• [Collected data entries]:
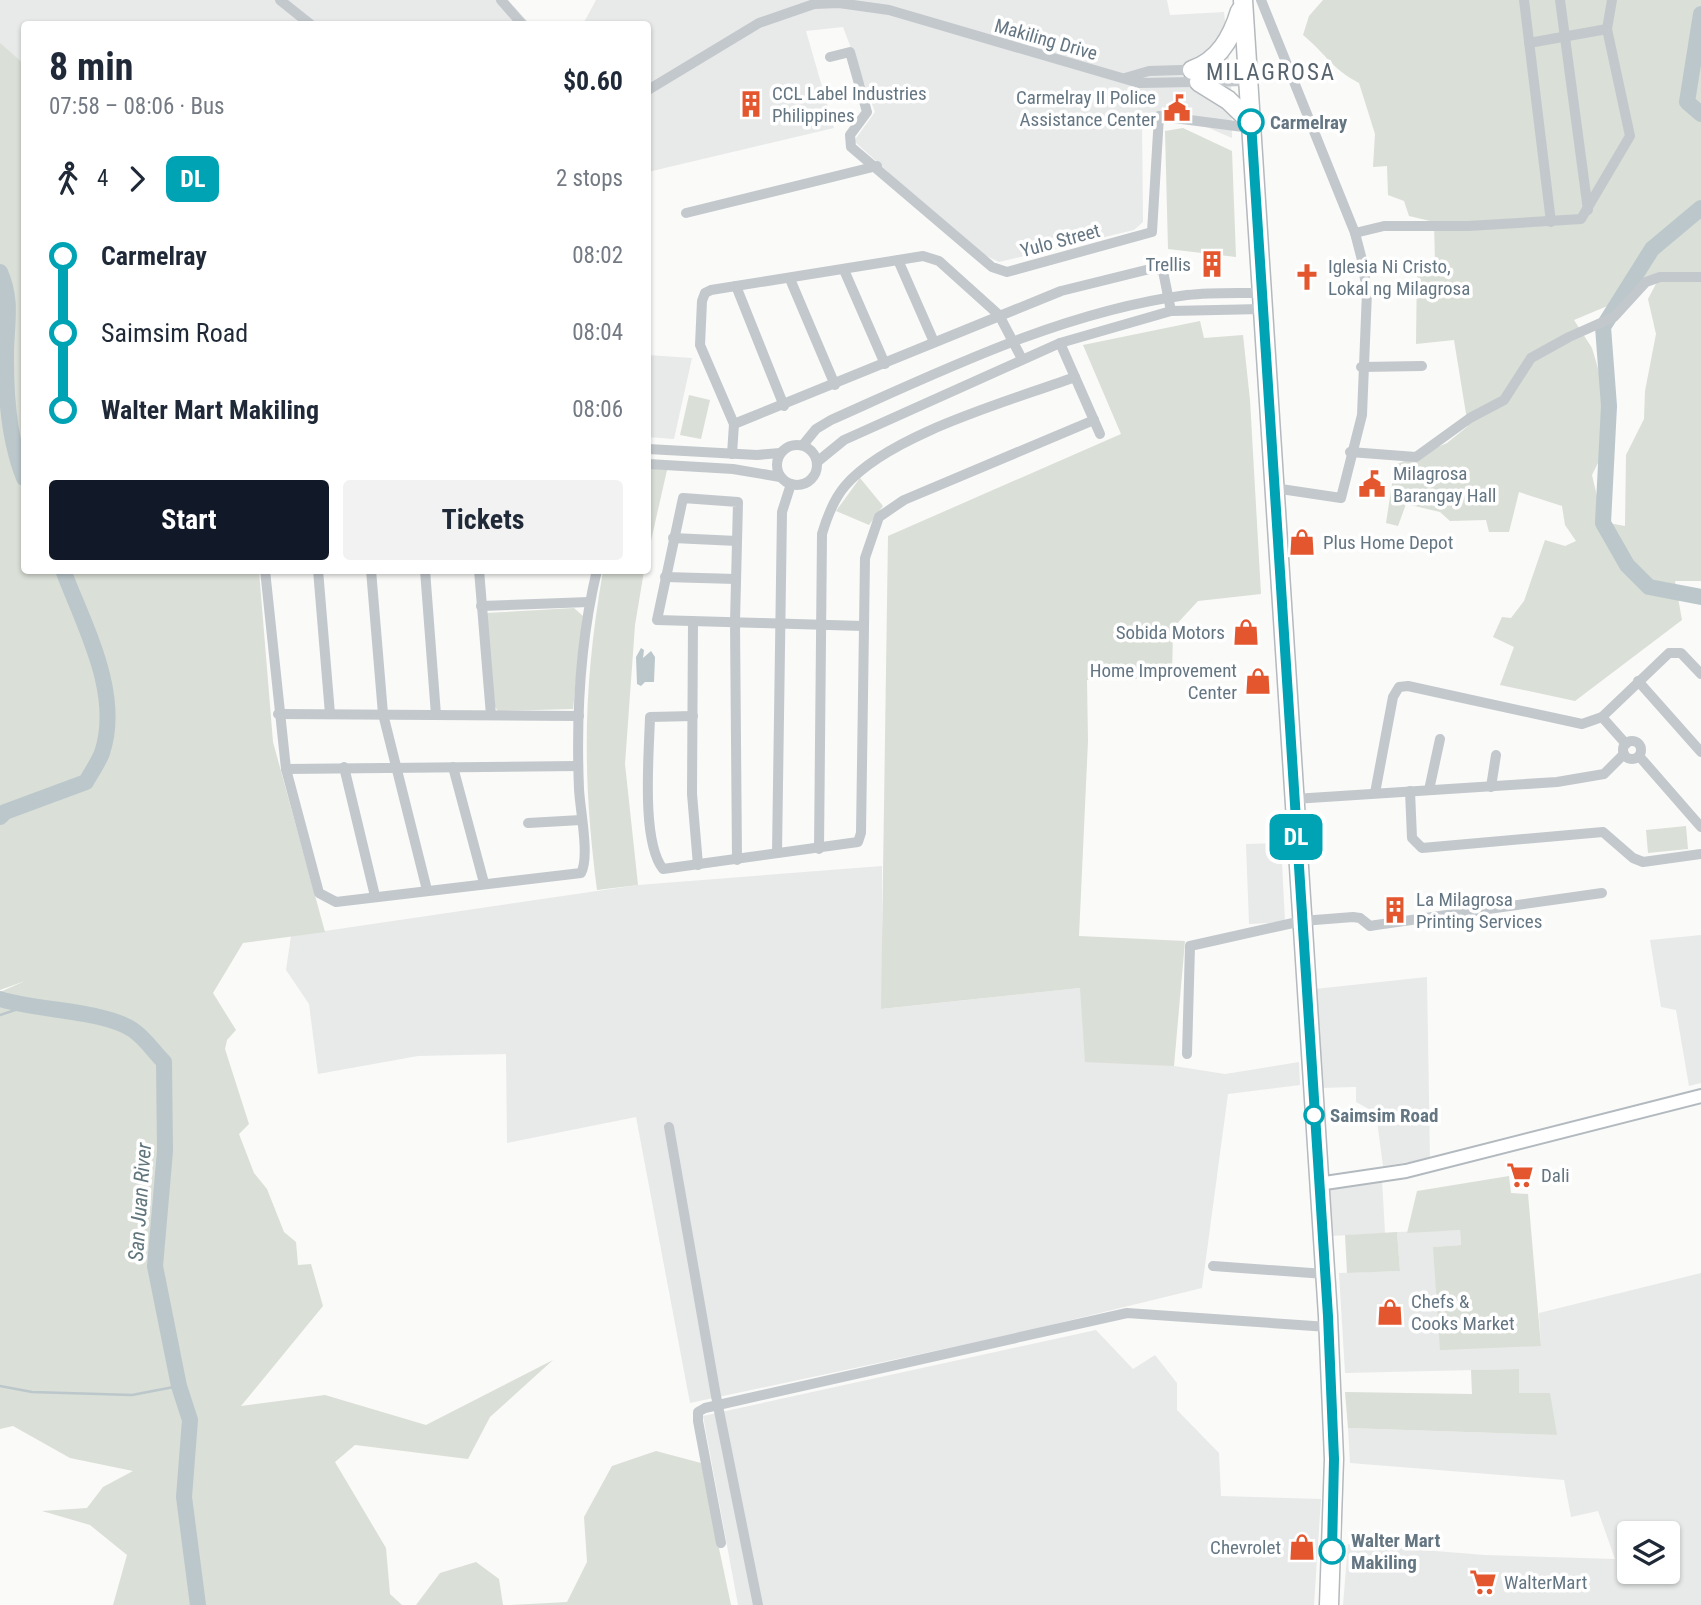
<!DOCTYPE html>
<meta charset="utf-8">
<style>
:root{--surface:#fff;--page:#f2f2f3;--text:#1f2937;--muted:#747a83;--accent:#111827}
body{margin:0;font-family:"Roboto Condensed",sans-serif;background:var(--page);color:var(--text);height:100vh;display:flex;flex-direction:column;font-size:26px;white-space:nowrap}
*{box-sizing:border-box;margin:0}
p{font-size:23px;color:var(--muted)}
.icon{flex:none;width:38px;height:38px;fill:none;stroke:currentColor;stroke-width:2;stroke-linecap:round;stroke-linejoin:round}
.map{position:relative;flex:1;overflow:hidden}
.drawer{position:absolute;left:21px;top:21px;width:630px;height:553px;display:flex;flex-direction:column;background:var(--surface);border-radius:7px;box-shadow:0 2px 5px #0004}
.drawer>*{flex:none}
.badge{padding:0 14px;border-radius:10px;font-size:24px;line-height:46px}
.buttons{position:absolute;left:1617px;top:1521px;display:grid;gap:14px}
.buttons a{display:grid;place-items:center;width:63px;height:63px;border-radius:7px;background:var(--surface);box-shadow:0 2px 5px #0004;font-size:35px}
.map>.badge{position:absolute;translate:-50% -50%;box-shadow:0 0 0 4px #fff}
.legs{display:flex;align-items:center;gap:10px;height:77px;padding:0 28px;font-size:23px}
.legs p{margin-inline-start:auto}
.headline{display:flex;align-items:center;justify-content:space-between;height:119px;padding:0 28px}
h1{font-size:38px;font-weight:700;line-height:52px}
.button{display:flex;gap:14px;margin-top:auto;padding:14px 28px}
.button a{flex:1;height:80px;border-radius:7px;background:var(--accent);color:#fff;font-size:28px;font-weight:700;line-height:80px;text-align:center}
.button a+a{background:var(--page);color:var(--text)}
ul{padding:0 28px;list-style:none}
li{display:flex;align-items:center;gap:24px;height:77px;font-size:26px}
li i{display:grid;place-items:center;width:10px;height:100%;margin:0 9px;background:currentColor}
li i::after{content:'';width:18px;height:18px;margin:-9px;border:5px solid;border-radius:50%;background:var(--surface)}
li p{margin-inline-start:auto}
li:first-child i{background:linear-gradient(#0000 50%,currentColor 0)}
li:last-child i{background:linear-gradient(currentColor 50%,#0000 0)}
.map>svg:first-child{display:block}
.built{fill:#e8e9e9;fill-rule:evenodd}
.green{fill:#dadfd7;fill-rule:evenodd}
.water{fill:#bbc7cb}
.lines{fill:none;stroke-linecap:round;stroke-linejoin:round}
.stream{stroke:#bbc7cb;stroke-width:2.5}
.river{stroke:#bbc7cb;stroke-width:16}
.secondary-casing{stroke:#b3babf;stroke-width:16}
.highway-casing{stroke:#b4b9bd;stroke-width:21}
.street{stroke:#c3c8cc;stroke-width:10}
.secondary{stroke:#fff;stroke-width:12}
.highway{stroke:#fff;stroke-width:18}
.line-1-casing{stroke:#fff;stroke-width:16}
.line-1{stroke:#00a3b4;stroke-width:10}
.stop-1-dot{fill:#fff;stroke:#00a3b4;stroke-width:3.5}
.labels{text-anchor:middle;stroke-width:7;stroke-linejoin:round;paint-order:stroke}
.street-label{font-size:19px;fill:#657683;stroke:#fff}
.poi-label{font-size:19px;fill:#657683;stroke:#fff;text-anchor:start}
.stop-label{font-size:19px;font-weight:bold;fill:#657683;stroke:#fff;text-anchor:start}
.water-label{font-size:21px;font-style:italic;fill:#60757c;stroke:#fff}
.quarter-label{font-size:23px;letter-spacing:2px;fill:#57646e;stroke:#fff}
</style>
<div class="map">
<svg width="1701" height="1605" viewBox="0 0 1701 1605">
<rect width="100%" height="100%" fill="#fafaf8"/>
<g class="built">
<path d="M0,0h508l22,24h-506v116l-24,-14z"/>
<path d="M596,0h571l3,15 54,-3 7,66 1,60 -44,-19 -46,-2 1,105 -9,8 -135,32 -25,-12 -120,-109 21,-29 -32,-85 -37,4 28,97 -186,44v-148h-65z"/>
<path d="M648,355l44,3 -18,81 -26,-2z"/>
<path d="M1281,843l4,79 -36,2 -3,-80z"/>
<path d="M882,866v143l198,-21 94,78 51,8 74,-12 1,23 -72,9 -26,194 -188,46 -324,69 -54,-286 -129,26 -1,-89 -88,2 -100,18 -9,-70 -23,-34 5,-34 347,-51z"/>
<path d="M1701,935v148l-12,3 -13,-76 -15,-3 -11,-67z"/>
<path d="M1427,977l3,182 -47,7 -7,-53 -20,-11v-15l-35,1 -6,-99z"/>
<path d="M1382,1179l3,54 -54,3 -3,-48z"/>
<path d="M1460,1230l1,15 -28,2 108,99 -2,-33 162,-40v332h-358l5,-61 137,11 130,4 -17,-48 -27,6 -7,-37 -214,-17 -2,-35 209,7 -38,-42v-24l-174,4 -6,-100 61,-2 -3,-39zM1629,1533h39v39h-39z"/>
<path d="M1096,1330l37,39 22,-14 22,28v27l42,43 2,43 100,3 -7,106h-576l-35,-189z"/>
</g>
<g class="green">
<path d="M1323,0h378v581h-26l7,39 -107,81 -75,-16 14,-38 -21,-10 9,-20 9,1 13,-17 21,-61 20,6 11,-5 -11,-16 -3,-19 -43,-14 -10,40h-20l-3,-12 -36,1 -10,-9 -34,-8 -8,22 -12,-3 9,-58 52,-22 21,-17 -14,-86 -38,4 1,-79 18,-2 -1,-41 -25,-6 -5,-15 -16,-6 -1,-29 -14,1 2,-33 -16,-51c-27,-14 -33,-29 -56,-48l6,-19zM1659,278l-11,21 8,35 -11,57 -1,28 -18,36 -1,71 -22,-4 -11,-47 13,-26 4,-43 -17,-58 -18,-28 43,-18z"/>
<path d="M0,43l24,21v506l235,1 14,171 52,190 -82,11 -30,50 23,37 -9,10 -2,9 24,75 -10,10 15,39 13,16 17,43 12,10 2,23 13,-1 12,42 -82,100 84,-11 101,30 127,-65 -63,57 -22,42 -113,-14 -20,17 51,86 4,46 12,11h-289l14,-50 -37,-30 -48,-14 45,-3 16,-21 30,-16 -63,-13 -57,-32 -13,3v-437l25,-11 -25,9z"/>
<path d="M1183,128l49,23 4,106 -68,-8 -3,-118z"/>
<path d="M1200,321l4,17 39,-3 7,65 11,194 -63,7 -25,27 -1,50 -85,2 1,61 -9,195 106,5 -11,125 -89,-4 -5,-74 -199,21 7,-473 233,-102 -38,-89z"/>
<path d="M689,395l21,5 -9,39 -21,-4z"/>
<path d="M648,468l19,2 -19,84z"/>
<path d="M860,478l23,28 -14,19 -33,-14z"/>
<path d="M603,571h41l-9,54 -10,139 13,121 -41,5c-15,-116 -14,-204 6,-319z"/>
<path d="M574,608l9,8 -10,93 -75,2 -3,-4 -9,-94z"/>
<path d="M1686,826l2,23 -40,4 -2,-23z"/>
<path d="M1509,1176l2,17 17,1 13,152 -101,4 -7,-103 28,-2 -1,-15 -53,3 10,-42z"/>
<path d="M1397,1232l3,39 -53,2 -2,-38z"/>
<path d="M1519,1369v24h31l7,42 -209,-7 -3,-36 127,2 -1,-24z"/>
<path d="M656,1451l45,12 30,142h-220l56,-3 20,-40 -3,-45 28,-51z"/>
<path d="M476,1562l23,17 4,26h-87l24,-32z"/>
</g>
<path class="water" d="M641,648l3,2 -1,8 8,-7 4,6 -1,25h-9l-4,4 -4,-2 -1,-27z"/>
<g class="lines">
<g class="stream">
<path d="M0,1015l24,-8"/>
<path d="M0,1386l32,6 100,3 47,-9"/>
</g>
<g class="river">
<path d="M1701,14l-14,88 14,12"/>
<path d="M1701,208l-49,41 -49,78 6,79 -6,117 24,42 22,22 52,10"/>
<path d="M0,272c14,32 5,55 6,90 0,37 4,81 18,116"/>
<path d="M0,817l5,-5 81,-30c5,-9 12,-19 16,-29 20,-60 -18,-127 -39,-183"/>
<path d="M0,999c37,12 104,11 133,31 12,8 21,22 31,32l1,89 -10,115 24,120 11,34 -6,77 14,108"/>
</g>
<defs>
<path id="secondary" d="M1318,1184l88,-13 295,-75"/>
<g id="highway">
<path d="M1243,0l85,1316 6,143 -5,146"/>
<path d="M1192,70c27,-9 40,-33 48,-59"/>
<path d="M1199,82l29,18 23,22"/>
</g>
</defs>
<use href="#secondary" class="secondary-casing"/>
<use href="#highway" class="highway-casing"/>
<g class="street">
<path d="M280,0l30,24"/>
<path d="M501,0l21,24"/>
<path d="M1261,0l94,233 7,27 5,32 -5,123 -21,83 -67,-10"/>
<path d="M1524,0l27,222"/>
<path d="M1560,0l28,210"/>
<path d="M1529,43l78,-14"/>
<path d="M830,57l20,-5 17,60 -17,23 1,12 141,120 15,5 145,-40 7,-116 92,12"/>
<path d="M1125,78l24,-7 98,-3"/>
<path d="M648,90l111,-67 55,-19 25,-1 50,7 250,73 109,-2"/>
<path d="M686,213l191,-47"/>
<path d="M1355,233l29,-7h84l113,-7 49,-83 -23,-107 5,-29"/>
<path d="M898,260l36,82"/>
<path d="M844,270l41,94"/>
<path d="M790,279l45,106"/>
<path d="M736,286l48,120"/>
<path d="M1060,343l40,91"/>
<path d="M1361,367l61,-1"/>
<path d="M734,424l327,-133 93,-23 9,3 8,40"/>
<circle cx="797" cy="465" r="20"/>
<path d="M803,445l13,-16 15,-9c112,-50 233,-109 356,-125 25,-3 50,-2 75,-2"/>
<path d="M648,449l109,6 23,-2"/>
<path d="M1350,452l66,5 54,-39 34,-18 27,-42 38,-21 45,-20 32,-35 14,-5h41"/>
<path d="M732,454l2,-30 -34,-79 2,-44 3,-8 6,-3 212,-34 16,5 60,54 23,44"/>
<path d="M817,462l27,-22 216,-97 111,-32 91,-2"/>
<path d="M648,464l85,5 47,8"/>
<path d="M673,538l64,3"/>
<path d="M265,570l21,199 33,124 17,9 245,-29c9,-16 -1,-63 -2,-84 -3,-73 1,-148 18,-219"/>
<path d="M318,570l12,144"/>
<path d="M371,570l12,144 44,176"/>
<path d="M425,570l11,145"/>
<path d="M479,570l12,145"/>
<path d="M665,577l71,2"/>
<path d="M481,606l108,-4"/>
<path d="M693,621l-1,173 6,71"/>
<path d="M1638,681l63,71"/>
<path d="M278,714l301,2"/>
<path d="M693,716l-43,1c-1,37 -9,124 13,152l195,-27 3,-9 4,-275 14,-41 25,-17 190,-80"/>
<path d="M1602,717l24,27"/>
<circle cx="1632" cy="750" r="9"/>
<path d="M1639,756l62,71"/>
<path d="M344,767l31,129"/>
<path d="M453,767l31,116"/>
<path d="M286,769l292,-3"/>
<path d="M1491,787l5,-32"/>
<path d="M1429,790l11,-51"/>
<path d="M1410,791l2,47 10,10 181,-16 30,26 10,4 58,-8"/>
<path d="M1375,793l18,-96 6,-10 9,-1 174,38 20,-7 67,-64h12l20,21"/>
<path d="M1294,799l263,-17 47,-8 20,-20"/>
<path d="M528,823l53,-3"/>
<path d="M819,849l3,-315c5,-17 11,-34 23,-48 44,-52 165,-85 230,-109"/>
<path d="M777,853l5,-341 9,-28"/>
<path d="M737,860l-2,-238 3,-120 -55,-4 -26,122c69,2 137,4 206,6"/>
<path d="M1187,1054l3,-108 112,-25 51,-4 7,1 10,8 6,-1 226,-32"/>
<path d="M669,1127l47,269 42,209"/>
<path d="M1213,1266l112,8"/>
<path d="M721,1543l-23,-122v-9l7,-4 422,-95 201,14"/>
</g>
<use href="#secondary" class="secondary"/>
<use href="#highway" class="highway"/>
</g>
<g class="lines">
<defs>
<path id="line-1" d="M1251,122l77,1194 6,143 -2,92"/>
</defs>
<use href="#line-1" class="line-1-casing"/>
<use href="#line-1" class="line-1"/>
</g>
<defs>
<symbol id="building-bare" viewBox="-9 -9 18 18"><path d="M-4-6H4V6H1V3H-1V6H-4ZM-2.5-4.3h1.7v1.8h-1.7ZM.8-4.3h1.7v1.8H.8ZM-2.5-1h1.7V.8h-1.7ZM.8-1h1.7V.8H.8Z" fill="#e4572e" stroke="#fff" stroke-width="2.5" paint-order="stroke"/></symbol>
<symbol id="civic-bare" viewBox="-9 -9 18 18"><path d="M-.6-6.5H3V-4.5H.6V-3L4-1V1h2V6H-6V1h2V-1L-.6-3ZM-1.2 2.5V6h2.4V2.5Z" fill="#e4572e" stroke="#fff" stroke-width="2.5" paint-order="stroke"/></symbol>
<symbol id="church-bare" viewBox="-9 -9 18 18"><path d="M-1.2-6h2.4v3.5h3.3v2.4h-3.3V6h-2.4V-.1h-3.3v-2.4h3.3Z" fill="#e4572e" stroke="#fff" stroke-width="2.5" paint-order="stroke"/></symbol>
<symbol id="shop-bare" viewBox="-9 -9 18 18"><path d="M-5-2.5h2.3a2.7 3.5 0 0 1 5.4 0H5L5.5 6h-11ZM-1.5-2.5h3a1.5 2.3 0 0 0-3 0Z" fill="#e4572e" stroke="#fff" stroke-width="2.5" paint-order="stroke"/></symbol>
<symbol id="supermarket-bare" viewBox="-9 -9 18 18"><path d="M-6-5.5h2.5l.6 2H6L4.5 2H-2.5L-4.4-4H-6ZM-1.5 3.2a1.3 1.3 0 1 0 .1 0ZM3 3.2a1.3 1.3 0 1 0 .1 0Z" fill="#e4572e" stroke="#fff" stroke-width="2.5" paint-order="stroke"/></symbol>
</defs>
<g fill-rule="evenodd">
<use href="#building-bare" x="732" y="85" width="38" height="38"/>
<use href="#civic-bare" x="1158" y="89" width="38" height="38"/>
<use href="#building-bare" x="1193" y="245" width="38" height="38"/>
<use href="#church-bare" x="1288" y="258" width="38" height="38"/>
<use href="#civic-bare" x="1353" y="465" width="38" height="38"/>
<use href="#shop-bare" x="1283" y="523" width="38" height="38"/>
<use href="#shop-bare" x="1227" y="613" width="38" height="38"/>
<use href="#shop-bare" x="1239" y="662" width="38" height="38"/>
<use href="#building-bare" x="1376" y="891" width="38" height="38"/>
<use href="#supermarket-bare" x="1501" y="1156" width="38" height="38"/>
<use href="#shop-bare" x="1371" y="1293" width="38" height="38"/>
<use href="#shop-bare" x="1283" y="1528" width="38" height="38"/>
<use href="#supermarket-bare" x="1464" y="1563" width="38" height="38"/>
</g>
<g class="stop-1-dot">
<circle cx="1251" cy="122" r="12"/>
<circle cx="1314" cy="1115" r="9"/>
<circle cx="1332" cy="1551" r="12"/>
</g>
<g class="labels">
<g class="street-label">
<text transform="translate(1046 39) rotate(16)" y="7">Makiling Drive</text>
<text transform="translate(1060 240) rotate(-15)" y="7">Yulo Street</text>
</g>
<g class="poi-label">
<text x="772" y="100">CCL Label Industries<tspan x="772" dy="22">Philippines</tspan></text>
<text x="1156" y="104" text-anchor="end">Carmelray II Police<tspan x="1156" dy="22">Assistance Center</tspan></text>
<text x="1191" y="271" text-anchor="end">Trellis</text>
<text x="1328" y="273">Iglesia Ni Cristo,<tspan x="1328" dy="22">Lokal ng Milagrosa</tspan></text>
<text x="1393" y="480">Milagrosa<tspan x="1393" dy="22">Barangay Hall</tspan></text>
<text x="1323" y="549">Plus Home Depot</text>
<text x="1225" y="639" text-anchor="end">Sobida Motors</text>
<text x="1237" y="677" text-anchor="end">Home Improvement<tspan x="1237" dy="22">Center</tspan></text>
<text x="1416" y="906">La Milagrosa<tspan x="1416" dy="22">Printing Services</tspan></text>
<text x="1541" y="1182">Dali</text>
<text x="1411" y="1308">Chefs &amp;<tspan x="1411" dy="22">Cooks Market</tspan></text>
<text x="1281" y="1554" text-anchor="end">Chevrolet</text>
<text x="1504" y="1589">WalterMart</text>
</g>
<g class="stop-label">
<text x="1270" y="129">Carmelray</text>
<text x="1330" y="1122">Saimsim Road</text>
<text x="1351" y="1547">Walter Mart<tspan x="1351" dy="22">Makiling</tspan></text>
</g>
<g class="water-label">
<text transform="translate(140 1202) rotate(-86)" y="7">San Juan River</text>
</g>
<g class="quarter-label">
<text x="1271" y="80">MILAGROSA</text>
</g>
</g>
</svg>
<div class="buttons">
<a><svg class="icon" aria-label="layers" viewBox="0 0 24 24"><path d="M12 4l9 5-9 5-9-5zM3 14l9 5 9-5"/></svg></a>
</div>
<b class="badge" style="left:1296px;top:837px;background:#00a3b4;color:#fff">DL</b>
<section class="drawer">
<div class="headline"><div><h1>8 min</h1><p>07:58 – 08:06 · Bus</p></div><b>$0.60</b></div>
<div class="legs"><svg class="icon" aria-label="walk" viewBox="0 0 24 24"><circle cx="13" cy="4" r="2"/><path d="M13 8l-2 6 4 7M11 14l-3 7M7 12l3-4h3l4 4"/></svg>4<svg class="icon" aria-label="forward" viewBox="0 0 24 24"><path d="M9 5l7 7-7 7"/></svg><b class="badge" style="background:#00a3b4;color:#fff">DL</b><p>2 stops</p></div>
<ul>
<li><i style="color:#00a3b4"></i><b>Carmelray</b><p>08:02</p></li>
<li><i style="color:#00a3b4"></i><span>Saimsim Road</span><p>08:04</p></li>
<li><i style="color:#00a3b4"></i><b>Walter Mart Makiling</b><p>08:06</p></li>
</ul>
<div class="button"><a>Start</a><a>Tickets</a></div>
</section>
</div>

• [Required action]: Answer only with how many lines in the records include "buttons".

• [Answer below]: 3